**WHAT YOU HAVE TO DO:**
Could you show all lines in the entries below that contain the string "overflow"?

------ EXCERPTED RECORDS

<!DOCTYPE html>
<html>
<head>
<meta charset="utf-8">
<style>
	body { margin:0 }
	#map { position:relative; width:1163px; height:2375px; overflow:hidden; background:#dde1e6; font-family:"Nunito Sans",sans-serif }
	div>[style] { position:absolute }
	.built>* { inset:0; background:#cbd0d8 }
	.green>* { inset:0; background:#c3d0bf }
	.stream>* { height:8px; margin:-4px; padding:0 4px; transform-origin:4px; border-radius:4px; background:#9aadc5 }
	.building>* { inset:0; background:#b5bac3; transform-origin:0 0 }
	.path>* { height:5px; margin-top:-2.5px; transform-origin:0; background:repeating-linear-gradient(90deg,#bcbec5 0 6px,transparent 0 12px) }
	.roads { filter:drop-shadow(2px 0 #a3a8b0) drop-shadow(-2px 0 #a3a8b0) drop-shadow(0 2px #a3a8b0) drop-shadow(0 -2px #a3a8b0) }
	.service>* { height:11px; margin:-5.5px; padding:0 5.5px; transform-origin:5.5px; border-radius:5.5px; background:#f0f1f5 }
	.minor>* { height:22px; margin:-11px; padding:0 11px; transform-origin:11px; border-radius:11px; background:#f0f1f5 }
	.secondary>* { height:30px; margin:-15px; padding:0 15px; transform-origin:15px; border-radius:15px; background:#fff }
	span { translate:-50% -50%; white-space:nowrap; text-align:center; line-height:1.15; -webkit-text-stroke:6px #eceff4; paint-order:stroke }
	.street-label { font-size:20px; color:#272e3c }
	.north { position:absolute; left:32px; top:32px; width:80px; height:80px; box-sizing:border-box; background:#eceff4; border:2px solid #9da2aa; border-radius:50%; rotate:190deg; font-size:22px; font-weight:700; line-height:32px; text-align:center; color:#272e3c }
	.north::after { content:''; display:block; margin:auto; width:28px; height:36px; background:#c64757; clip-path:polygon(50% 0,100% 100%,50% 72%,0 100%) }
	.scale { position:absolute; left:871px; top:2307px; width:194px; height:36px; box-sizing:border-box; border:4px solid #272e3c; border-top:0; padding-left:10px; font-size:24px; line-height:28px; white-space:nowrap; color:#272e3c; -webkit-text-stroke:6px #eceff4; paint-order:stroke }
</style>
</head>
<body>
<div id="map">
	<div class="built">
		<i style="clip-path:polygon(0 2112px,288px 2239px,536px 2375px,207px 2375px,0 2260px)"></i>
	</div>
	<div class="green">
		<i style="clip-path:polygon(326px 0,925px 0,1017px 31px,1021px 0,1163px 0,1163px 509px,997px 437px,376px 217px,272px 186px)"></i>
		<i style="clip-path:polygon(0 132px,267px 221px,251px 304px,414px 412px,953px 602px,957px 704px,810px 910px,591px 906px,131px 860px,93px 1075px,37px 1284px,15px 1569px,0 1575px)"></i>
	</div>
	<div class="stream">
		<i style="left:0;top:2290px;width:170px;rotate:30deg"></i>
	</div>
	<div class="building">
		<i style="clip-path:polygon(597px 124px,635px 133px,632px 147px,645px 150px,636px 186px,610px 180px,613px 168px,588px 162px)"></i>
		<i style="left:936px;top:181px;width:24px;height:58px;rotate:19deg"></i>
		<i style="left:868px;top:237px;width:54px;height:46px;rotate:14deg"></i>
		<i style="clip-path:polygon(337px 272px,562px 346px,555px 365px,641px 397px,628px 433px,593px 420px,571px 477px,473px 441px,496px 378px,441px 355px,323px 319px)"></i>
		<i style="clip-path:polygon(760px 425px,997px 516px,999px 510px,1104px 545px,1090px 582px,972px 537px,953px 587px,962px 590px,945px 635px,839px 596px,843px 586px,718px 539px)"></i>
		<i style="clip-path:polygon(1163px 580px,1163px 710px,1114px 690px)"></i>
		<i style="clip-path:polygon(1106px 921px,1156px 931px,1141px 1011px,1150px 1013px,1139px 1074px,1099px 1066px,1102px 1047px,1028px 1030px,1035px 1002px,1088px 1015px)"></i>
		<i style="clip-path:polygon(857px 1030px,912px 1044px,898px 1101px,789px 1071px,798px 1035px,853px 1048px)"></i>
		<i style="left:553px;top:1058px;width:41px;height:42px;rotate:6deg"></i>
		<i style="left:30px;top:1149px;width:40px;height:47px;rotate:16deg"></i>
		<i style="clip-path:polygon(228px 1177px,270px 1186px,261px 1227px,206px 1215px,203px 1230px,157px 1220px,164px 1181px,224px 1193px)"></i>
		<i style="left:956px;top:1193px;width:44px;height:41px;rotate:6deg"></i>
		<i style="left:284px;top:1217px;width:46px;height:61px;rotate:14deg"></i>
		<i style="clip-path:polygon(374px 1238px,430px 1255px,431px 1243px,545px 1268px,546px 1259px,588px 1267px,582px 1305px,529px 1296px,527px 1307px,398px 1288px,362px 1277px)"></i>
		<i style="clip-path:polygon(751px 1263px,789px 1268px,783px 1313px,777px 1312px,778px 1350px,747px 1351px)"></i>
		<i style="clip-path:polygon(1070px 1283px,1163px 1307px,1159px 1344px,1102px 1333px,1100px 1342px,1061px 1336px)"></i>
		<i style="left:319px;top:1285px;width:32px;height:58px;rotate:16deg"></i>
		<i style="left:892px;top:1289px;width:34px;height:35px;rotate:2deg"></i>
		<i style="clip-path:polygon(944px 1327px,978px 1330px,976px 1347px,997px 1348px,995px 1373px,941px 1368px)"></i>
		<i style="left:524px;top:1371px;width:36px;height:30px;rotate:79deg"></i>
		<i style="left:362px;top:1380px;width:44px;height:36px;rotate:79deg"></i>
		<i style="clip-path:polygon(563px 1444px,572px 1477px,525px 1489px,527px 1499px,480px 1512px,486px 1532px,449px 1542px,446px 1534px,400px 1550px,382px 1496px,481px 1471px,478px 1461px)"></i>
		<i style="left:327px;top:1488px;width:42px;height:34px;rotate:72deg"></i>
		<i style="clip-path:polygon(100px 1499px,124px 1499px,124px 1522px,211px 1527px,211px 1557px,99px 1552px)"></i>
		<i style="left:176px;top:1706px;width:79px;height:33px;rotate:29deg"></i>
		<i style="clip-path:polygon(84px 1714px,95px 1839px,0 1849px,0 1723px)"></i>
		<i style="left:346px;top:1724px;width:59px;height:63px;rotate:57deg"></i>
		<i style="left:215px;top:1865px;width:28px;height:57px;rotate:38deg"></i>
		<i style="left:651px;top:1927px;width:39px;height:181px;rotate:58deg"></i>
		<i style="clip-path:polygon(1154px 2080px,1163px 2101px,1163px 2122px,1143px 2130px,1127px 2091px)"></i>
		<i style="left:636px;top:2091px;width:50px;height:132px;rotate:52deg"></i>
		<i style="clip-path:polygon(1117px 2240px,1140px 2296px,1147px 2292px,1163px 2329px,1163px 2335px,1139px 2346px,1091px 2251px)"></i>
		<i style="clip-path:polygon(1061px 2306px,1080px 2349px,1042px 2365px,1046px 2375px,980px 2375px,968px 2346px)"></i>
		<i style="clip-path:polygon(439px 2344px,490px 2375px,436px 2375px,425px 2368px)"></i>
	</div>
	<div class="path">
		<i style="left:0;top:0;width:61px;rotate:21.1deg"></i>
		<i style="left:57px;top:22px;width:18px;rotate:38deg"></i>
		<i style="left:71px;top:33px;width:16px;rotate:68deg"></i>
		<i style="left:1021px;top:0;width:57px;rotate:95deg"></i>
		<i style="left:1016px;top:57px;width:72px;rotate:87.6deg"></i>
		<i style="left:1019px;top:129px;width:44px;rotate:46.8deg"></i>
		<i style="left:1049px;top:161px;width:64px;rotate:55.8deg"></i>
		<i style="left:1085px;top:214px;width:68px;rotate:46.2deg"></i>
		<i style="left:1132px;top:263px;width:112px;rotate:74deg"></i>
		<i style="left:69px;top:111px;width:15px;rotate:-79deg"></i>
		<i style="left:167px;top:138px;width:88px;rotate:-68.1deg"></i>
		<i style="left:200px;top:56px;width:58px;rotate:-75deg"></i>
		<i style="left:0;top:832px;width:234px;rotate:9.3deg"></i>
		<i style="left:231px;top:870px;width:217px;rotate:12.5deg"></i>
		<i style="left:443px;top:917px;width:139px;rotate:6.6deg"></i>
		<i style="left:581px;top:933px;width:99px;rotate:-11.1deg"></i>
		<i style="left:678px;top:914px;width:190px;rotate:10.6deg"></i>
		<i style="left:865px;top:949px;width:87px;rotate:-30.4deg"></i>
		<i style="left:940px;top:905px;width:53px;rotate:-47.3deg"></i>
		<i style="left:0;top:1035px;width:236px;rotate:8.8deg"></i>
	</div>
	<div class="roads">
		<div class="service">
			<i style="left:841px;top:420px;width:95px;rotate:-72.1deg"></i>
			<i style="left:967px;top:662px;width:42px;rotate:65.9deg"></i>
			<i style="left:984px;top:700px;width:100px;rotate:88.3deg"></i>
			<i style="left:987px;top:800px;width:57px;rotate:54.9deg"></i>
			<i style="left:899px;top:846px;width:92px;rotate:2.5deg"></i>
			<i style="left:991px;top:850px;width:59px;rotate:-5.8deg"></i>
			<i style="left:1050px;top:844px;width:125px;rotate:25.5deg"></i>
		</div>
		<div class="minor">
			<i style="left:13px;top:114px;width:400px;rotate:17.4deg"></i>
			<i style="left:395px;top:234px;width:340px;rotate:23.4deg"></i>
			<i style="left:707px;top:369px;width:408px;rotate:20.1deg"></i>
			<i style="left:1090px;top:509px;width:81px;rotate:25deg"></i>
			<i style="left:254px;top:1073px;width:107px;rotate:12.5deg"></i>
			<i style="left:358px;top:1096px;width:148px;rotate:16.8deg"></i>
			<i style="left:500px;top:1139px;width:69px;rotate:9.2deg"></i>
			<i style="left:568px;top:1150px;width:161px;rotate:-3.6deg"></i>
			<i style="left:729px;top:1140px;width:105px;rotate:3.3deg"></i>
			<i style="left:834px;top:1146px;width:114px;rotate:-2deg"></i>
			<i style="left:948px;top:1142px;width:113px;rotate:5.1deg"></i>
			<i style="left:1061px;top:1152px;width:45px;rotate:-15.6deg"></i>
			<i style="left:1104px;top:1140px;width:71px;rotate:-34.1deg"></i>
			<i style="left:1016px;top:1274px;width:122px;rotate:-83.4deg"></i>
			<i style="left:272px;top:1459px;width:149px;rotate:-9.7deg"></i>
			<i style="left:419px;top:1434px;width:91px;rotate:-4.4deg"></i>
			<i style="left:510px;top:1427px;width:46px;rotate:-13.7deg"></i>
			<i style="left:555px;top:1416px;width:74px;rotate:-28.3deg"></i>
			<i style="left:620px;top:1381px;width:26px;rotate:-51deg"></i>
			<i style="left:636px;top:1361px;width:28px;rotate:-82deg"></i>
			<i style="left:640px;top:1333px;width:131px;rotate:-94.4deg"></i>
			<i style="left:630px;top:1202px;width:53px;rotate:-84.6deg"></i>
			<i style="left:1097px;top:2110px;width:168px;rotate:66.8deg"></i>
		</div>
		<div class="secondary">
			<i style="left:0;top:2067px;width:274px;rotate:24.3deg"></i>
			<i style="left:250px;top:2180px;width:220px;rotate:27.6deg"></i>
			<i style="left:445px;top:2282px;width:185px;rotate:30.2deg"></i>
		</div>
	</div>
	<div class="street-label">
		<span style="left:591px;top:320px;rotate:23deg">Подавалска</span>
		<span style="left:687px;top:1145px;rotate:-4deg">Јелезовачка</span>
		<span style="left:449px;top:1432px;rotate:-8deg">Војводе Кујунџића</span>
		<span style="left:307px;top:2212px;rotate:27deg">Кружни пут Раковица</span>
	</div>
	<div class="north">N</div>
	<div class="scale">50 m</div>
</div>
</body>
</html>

------------
------ EXCERPTED RECORDS

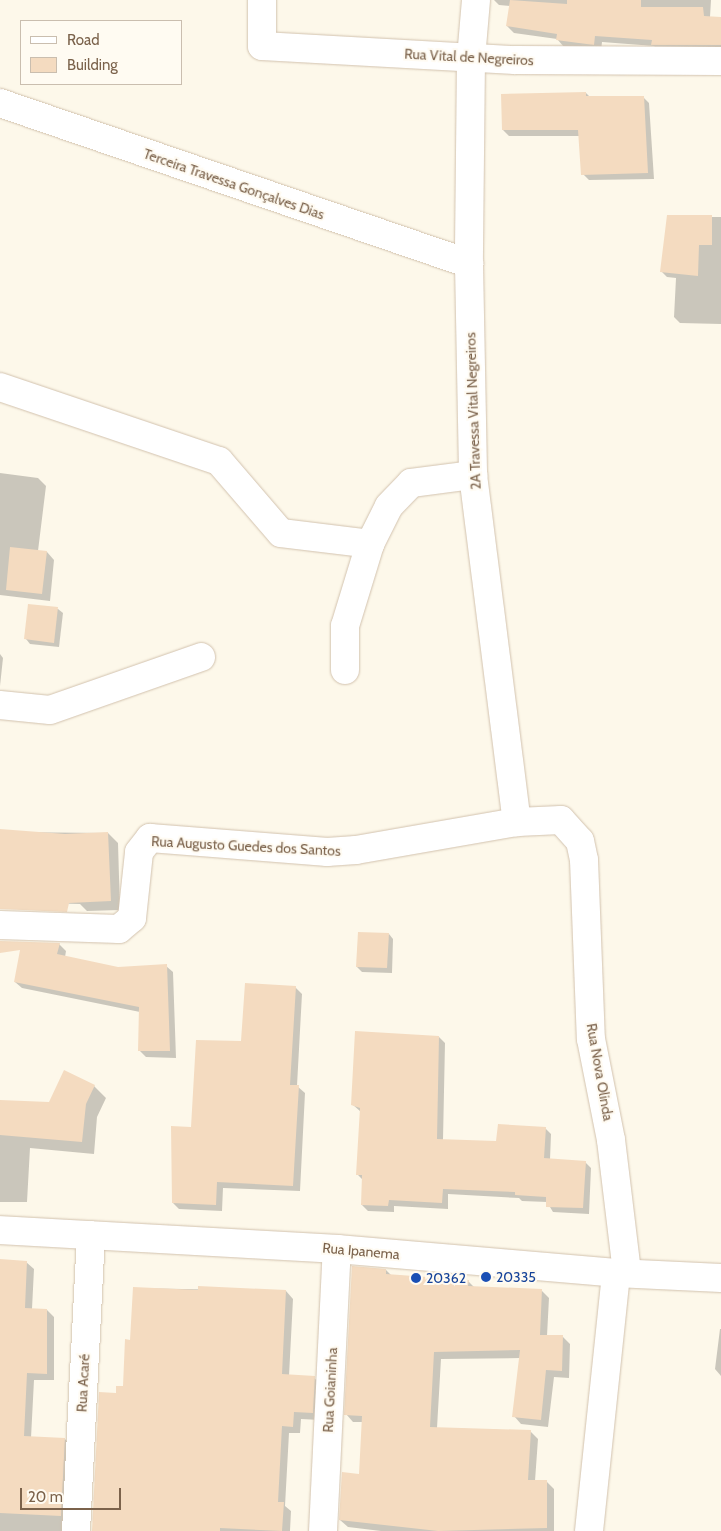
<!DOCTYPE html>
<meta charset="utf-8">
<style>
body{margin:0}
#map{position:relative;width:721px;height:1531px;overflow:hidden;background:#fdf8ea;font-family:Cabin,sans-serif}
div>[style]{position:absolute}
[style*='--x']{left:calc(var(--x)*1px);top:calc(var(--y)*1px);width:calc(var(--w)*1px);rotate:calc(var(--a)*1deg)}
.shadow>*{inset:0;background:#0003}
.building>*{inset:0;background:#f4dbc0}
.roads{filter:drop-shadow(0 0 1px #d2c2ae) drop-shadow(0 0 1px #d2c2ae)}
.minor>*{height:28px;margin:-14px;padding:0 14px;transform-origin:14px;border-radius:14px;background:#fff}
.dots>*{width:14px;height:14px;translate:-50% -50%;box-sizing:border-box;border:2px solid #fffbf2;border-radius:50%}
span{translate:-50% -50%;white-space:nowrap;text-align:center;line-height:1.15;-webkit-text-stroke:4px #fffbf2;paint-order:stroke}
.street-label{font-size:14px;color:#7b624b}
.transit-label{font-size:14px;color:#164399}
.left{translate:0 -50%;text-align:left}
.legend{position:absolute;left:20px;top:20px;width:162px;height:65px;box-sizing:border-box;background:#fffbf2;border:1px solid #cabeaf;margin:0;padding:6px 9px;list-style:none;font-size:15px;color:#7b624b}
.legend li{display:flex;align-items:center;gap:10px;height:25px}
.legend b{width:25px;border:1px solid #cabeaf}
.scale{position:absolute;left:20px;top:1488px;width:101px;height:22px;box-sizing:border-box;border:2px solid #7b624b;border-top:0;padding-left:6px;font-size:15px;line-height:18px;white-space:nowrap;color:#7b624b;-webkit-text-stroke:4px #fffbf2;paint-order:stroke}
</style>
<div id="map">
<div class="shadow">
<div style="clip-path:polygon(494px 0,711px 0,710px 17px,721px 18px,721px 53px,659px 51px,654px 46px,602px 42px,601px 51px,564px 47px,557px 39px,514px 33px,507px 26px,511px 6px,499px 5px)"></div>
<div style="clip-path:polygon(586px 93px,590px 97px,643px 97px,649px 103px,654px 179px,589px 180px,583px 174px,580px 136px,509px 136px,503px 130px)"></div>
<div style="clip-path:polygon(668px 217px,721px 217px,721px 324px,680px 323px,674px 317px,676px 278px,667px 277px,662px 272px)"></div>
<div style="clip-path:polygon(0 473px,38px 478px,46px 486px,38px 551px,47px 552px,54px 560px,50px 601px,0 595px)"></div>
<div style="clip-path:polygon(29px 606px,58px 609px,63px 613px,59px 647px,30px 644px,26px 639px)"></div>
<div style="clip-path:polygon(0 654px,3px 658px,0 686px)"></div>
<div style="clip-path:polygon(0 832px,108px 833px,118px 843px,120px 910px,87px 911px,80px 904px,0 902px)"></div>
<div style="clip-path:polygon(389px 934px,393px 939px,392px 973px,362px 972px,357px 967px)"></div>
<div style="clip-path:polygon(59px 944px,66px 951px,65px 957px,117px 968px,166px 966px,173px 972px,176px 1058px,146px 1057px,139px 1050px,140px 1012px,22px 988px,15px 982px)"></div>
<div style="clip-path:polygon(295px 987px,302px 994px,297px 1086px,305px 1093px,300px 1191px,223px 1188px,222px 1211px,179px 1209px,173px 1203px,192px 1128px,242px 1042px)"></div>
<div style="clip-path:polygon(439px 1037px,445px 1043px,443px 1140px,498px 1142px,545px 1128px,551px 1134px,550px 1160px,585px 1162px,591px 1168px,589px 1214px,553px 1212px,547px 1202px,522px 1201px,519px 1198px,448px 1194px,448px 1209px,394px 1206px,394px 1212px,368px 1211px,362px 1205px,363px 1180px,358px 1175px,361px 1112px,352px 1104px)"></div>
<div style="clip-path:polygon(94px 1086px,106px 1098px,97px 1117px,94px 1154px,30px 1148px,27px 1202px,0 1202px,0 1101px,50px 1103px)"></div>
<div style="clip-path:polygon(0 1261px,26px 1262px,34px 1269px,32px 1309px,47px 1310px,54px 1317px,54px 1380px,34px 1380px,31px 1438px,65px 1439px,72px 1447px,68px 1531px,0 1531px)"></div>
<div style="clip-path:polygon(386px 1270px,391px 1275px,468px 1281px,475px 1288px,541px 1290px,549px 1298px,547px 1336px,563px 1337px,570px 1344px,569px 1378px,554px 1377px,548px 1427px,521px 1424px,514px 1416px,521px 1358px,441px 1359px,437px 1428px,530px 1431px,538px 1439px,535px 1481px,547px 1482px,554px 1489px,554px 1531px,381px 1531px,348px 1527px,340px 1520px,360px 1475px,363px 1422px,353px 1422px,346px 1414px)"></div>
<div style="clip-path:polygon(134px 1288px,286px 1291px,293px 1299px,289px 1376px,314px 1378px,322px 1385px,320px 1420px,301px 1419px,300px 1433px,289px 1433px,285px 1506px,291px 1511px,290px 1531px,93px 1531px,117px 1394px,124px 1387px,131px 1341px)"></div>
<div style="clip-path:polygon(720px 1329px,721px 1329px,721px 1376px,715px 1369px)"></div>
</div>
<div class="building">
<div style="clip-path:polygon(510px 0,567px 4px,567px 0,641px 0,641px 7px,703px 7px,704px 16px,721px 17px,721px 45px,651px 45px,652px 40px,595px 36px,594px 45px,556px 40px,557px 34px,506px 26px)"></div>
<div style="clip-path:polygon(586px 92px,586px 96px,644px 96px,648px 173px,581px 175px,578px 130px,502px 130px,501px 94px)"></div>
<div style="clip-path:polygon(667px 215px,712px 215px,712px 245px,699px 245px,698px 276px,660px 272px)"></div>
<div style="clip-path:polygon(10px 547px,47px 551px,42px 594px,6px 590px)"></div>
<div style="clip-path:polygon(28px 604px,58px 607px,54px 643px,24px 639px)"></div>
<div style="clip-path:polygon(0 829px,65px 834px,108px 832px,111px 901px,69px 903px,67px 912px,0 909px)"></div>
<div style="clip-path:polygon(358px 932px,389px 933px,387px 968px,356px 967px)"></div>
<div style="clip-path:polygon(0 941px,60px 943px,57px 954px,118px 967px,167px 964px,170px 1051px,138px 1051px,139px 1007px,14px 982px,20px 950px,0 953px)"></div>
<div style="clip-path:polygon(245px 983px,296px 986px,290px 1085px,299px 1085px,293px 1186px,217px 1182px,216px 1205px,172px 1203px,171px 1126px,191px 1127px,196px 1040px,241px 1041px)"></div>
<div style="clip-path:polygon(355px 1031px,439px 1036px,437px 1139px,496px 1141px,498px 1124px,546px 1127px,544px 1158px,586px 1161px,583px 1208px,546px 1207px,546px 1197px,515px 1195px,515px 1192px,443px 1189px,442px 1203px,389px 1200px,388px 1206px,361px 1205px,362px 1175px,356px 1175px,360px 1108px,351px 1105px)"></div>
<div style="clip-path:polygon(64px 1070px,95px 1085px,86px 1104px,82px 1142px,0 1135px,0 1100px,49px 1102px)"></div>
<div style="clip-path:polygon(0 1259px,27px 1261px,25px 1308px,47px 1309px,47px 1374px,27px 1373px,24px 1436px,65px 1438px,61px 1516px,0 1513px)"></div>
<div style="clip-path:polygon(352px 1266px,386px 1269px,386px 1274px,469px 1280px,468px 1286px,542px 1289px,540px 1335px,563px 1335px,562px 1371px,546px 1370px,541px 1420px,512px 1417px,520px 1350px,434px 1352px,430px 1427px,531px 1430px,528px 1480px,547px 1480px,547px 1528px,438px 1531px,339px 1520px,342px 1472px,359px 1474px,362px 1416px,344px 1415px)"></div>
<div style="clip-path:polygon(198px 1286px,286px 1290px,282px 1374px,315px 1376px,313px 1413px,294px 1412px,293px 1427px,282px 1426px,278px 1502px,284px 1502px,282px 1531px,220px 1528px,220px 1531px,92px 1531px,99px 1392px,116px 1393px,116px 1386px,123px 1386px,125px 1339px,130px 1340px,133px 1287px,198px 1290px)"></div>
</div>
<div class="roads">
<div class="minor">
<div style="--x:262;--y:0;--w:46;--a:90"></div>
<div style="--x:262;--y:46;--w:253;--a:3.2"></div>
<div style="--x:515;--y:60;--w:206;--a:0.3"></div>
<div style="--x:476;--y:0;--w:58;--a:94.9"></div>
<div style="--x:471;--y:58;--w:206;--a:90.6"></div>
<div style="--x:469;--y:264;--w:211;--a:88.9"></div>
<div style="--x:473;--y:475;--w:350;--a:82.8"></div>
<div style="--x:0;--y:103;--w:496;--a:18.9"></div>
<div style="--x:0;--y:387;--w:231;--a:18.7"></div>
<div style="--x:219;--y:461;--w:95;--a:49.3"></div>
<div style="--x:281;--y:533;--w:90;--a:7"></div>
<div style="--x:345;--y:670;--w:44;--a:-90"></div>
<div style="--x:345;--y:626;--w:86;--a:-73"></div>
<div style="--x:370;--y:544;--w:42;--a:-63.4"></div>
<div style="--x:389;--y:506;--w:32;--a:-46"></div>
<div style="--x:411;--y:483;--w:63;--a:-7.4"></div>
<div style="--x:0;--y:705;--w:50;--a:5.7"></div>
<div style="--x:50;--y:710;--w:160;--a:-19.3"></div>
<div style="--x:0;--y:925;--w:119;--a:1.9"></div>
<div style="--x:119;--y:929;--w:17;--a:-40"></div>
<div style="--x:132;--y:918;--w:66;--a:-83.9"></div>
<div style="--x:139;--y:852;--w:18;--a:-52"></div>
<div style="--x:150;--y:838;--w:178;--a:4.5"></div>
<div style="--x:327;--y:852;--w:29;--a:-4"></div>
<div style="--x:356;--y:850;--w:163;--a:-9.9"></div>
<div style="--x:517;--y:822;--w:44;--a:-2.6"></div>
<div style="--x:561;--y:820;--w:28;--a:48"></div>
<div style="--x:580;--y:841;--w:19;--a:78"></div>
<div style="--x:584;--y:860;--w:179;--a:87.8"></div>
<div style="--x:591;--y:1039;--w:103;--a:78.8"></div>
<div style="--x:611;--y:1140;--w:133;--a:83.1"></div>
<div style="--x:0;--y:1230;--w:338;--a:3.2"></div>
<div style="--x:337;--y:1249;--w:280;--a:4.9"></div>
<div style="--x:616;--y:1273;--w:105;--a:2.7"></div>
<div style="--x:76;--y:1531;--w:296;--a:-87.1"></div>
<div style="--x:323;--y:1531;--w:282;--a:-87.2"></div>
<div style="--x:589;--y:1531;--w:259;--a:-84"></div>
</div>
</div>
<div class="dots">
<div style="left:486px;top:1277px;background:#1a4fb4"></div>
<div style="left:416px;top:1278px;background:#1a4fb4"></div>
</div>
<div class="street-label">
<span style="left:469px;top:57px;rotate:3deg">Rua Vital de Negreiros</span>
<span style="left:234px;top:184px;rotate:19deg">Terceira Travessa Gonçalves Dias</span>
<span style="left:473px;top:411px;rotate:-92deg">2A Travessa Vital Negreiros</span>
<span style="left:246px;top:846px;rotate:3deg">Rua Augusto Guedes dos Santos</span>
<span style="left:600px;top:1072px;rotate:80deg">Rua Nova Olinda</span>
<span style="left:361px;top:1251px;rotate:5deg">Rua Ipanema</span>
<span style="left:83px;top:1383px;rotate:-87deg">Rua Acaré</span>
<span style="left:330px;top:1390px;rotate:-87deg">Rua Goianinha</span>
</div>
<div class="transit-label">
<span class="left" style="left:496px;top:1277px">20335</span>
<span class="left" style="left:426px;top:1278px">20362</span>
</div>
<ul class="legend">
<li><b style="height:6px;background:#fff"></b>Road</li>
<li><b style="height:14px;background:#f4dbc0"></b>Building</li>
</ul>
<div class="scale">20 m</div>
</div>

------------

**REPLY:**
	#map { position:relative; width:1163px; height:2375px; overflow:hidden; background:#dde1e6; font-family:"Nunito Sans",sans-serif }
#map{position:relative;width:721px;height:1531px;overflow:hidden;background:#fdf8ea;font-family:Cabin,sans-serif}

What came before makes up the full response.